Much better :). Thanks for the help.

Edit

Nevermind, Mike Graham was right. I benchmarked it and the replacement ends up actually being much slower.

Code:

from urllib2 import urlopen
import timeit

def escape1(string):
    """
    Returns the given string with ampersands, quotes and angle
    brackets encoded.
    """
    return string.replace('&', '&').replace('<', '<').replace('>', '>').replace("'", ''').replace('"', '"')

def escape2(string):
    """
    Returns the given string with ampersands, quotes and angle
    brackets encoded.
    """
    # Note that ampersands must be escaped first; the rest can be escaped in
    # any order.
    escape2.subs = Subs({'<': '<', '>': '>', "'": ''', '"': '"'})
    return replace_multi(string.replace('&', '&'), escape2.subs)

# An example test on the stackoverflow homepage.
request = urlopen('http://stackoverflow.com')
test_string = request.read()
request.close()

test1 = timeit.Timer('escape1(test_string)',
                     setup='from __main__ import escape1, test_string')
test2 = timeit.Timer('escape2(test_string)',
                     setup='from __main__ import escape2, test_string')
print 'multi-pass:', test1.timeit(2000)
print 'single-pass:', test2.timeit(2000)

Output:

multi-pass: 15.9897229671
single-pass: 66.5422530174

So much for that.

玩世 2024-09-02 10:19:43

显然,通过正则表达式实现这一点很常见。您可以在 ASPN此处

Apparently it's pretty common to implement that via regex. You can find an example of this at ASPN and here.

吃颗糖壮壮胆 2024-09-02 10:19:43

好吧,我坐下来算了算。请不要生我的气,我的回答专门讨论了 ΤΖΩΤΖIΟΥ 的解决方案,但这有点难以硬塞在评论中,所以让我这样做。事实上,我还将提出一些与OP问题相关的考虑。

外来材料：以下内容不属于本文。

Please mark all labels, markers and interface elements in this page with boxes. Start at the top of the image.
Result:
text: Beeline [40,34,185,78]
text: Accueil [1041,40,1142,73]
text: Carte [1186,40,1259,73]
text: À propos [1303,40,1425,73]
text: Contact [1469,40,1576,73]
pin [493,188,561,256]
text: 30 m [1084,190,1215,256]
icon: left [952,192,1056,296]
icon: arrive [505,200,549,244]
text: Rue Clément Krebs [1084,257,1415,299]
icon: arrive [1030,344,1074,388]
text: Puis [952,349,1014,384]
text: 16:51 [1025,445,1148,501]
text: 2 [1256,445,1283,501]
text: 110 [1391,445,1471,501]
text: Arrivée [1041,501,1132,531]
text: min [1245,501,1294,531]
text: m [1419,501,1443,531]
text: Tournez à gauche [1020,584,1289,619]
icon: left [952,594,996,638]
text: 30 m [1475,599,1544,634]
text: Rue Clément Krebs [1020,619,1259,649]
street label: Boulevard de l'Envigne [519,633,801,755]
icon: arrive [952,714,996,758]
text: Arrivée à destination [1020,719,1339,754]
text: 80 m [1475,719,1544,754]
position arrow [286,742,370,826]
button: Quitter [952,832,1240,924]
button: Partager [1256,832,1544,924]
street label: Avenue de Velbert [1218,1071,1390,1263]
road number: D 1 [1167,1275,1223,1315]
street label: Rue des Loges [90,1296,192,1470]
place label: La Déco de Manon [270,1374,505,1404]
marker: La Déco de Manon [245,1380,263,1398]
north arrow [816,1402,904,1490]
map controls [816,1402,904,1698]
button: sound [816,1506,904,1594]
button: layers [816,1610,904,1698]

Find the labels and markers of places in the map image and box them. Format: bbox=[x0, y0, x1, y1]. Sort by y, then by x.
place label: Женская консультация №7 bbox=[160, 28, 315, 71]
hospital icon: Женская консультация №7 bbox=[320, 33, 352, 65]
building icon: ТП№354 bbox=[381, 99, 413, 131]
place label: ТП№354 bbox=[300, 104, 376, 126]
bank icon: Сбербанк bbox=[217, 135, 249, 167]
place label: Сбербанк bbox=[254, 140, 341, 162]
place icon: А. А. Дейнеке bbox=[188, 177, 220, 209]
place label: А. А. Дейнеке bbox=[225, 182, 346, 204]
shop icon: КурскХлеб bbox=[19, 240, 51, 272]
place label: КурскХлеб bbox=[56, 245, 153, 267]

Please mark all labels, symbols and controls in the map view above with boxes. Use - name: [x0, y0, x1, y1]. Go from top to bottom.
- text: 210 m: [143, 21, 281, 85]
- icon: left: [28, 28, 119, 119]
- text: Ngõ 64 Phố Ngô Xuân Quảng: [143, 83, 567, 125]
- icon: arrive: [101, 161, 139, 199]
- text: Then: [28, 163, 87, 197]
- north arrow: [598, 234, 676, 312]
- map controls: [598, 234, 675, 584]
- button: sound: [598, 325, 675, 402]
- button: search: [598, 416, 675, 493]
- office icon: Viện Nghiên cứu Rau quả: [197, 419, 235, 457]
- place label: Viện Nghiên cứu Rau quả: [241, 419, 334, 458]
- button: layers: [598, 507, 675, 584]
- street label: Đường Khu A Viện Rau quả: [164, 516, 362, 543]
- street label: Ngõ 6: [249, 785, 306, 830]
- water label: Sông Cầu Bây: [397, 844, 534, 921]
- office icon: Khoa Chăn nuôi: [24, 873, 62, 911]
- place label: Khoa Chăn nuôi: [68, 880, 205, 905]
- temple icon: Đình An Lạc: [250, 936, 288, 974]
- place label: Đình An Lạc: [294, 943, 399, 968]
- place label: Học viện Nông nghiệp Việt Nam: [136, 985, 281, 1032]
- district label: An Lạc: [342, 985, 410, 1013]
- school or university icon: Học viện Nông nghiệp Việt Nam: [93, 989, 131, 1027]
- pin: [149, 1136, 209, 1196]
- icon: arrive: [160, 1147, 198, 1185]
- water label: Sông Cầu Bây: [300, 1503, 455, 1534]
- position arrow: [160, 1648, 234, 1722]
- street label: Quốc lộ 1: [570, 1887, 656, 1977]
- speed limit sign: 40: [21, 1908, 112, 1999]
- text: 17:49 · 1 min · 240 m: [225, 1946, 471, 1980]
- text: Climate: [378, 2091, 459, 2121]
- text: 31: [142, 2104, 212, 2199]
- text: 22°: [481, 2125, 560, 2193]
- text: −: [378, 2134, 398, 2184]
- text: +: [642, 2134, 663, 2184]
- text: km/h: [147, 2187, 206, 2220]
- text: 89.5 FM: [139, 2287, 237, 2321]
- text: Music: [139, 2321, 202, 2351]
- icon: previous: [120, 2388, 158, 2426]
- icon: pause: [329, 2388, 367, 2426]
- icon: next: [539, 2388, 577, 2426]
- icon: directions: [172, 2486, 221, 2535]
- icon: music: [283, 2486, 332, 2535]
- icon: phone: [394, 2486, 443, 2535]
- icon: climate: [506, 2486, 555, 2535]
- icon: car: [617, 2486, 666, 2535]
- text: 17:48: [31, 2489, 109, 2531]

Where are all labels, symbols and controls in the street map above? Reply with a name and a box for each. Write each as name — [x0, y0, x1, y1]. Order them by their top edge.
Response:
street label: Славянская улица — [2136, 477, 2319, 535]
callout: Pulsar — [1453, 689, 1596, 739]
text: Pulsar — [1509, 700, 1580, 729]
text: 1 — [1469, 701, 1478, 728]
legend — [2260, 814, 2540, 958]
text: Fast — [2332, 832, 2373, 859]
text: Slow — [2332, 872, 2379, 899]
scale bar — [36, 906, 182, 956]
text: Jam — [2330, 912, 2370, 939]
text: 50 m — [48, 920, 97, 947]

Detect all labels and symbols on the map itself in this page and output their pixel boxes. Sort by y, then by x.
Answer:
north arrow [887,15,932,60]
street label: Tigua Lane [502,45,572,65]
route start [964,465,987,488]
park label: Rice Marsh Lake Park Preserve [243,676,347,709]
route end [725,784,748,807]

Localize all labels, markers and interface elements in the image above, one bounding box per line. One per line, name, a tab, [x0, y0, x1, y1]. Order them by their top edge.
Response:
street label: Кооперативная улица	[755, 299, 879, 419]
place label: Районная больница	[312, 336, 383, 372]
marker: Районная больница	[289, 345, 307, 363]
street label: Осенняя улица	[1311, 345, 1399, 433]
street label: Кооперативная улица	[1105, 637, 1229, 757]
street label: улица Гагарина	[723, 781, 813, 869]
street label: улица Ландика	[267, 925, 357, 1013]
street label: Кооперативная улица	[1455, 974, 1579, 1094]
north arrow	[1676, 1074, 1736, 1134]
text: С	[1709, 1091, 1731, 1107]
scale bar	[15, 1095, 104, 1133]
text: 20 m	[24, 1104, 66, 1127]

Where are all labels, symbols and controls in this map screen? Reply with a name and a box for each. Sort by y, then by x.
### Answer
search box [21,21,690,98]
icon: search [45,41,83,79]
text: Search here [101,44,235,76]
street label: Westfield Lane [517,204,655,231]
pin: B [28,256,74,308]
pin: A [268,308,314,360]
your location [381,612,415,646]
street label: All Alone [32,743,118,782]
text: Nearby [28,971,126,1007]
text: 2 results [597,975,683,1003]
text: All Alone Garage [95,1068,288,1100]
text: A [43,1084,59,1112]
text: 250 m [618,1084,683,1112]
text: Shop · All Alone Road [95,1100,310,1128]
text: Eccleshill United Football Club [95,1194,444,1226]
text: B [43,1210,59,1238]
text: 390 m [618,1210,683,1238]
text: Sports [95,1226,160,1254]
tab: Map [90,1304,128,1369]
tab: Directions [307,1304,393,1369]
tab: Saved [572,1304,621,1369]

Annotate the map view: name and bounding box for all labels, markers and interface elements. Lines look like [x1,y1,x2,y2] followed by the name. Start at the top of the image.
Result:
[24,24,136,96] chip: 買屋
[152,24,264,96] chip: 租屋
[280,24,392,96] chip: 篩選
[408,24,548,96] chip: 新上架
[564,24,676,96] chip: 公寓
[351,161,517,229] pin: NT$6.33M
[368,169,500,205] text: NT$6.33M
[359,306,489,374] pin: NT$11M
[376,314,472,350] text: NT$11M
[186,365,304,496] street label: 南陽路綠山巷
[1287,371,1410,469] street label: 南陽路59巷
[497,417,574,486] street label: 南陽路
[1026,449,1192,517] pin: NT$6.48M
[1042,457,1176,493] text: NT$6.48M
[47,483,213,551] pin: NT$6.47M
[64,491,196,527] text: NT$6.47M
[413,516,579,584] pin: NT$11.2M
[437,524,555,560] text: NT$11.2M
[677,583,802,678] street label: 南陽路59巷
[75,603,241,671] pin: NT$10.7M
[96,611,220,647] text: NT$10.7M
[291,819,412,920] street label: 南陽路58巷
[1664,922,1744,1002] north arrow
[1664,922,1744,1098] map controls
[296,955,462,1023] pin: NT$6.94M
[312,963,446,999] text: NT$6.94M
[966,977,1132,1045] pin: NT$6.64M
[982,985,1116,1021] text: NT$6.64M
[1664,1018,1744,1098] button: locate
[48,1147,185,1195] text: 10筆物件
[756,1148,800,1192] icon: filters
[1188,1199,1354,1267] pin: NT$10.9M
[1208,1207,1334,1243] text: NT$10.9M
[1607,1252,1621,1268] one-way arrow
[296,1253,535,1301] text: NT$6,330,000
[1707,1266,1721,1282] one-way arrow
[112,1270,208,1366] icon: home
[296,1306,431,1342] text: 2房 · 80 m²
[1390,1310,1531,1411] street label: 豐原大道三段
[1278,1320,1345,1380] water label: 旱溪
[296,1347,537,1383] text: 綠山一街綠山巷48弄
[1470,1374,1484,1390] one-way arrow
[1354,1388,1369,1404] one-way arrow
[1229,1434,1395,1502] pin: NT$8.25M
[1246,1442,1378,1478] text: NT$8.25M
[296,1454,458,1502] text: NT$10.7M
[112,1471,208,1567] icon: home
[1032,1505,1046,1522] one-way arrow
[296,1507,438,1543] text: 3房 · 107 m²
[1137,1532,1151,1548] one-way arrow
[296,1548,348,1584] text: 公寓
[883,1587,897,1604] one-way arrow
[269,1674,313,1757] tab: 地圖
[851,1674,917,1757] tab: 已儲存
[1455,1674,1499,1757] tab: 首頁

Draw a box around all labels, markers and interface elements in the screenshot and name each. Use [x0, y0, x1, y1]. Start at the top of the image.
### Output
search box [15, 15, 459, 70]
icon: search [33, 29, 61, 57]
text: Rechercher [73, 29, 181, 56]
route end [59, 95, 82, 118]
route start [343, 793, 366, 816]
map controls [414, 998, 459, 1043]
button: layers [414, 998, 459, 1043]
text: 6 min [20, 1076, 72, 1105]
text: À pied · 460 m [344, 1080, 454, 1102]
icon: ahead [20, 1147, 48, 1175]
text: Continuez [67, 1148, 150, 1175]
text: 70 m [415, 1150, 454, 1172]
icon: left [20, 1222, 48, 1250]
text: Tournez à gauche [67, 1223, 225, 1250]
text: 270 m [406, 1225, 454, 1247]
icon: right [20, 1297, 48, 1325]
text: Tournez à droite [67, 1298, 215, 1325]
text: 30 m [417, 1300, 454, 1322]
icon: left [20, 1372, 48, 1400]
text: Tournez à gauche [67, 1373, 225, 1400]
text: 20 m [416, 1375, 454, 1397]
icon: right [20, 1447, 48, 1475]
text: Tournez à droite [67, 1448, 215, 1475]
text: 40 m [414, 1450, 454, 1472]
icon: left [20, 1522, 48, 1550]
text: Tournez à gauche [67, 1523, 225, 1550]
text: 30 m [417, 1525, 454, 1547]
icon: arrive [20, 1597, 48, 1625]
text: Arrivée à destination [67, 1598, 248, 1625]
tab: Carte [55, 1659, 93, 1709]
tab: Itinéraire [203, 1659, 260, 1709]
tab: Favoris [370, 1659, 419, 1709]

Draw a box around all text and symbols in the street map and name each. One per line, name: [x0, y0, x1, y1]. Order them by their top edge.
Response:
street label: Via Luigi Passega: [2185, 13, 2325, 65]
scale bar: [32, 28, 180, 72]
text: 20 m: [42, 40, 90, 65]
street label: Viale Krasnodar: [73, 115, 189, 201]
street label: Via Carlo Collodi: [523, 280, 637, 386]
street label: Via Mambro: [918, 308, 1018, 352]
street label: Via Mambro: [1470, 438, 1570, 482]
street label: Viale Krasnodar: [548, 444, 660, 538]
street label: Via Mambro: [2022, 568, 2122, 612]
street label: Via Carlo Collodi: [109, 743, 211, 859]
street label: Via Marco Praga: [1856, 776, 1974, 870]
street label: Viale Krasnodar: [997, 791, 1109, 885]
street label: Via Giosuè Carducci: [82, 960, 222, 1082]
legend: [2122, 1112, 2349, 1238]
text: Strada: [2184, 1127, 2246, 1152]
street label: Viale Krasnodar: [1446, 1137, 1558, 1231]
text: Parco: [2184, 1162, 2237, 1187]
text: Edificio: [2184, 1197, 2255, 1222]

首先,我一直在与 ΤΖΩΤΖIΟΥ 讨论他的方法的优雅性、正确性和可行性。事实证明,它看起来像该提案,虽然它确实使用(本质上无序的)字典作为存储替换对的寄存器,但实际上确实始终返回正确的结果,而我声称它不会。这是因为下面第 11 行中对 itertools.starmap() 的调用将单个字符/字节对(稍后详细介绍)上的迭代器作为其第二个参数,该迭代器看起来像 [('h','h',),('e','e',),('l','l',),...]。这些字符/字节对是重复调用第一个参数 replacer.get 的内容。不可能遇到这样的情况:首先将 '>' 转换为 '>',然后无意中再次转换为 '& amp;gt;',因为每个字符/字节仅被考虑一次进行替换。所以这部分原则上是好的并且算法上是正确的。

下一个问题是可行性,其中包括对性能的考察。如果使用笨拙的代码在 0.01 秒内正确完成一项重要任务,而使用出色的代码则在 1 秒内正确完成,那么在实践中,尴尬可能会被认为是更好的选择(但前提是 1 秒的损失实际上是无法容忍的)。这是我用于测试的代码;它包括许多不同的实现。它是用 python 3.1 编写的,因此我们可以使用 unicode 希腊字母作为标识符,这本身就很棒(py3k 中的 zip 返回与 py2 中的 itertools.izip 相同)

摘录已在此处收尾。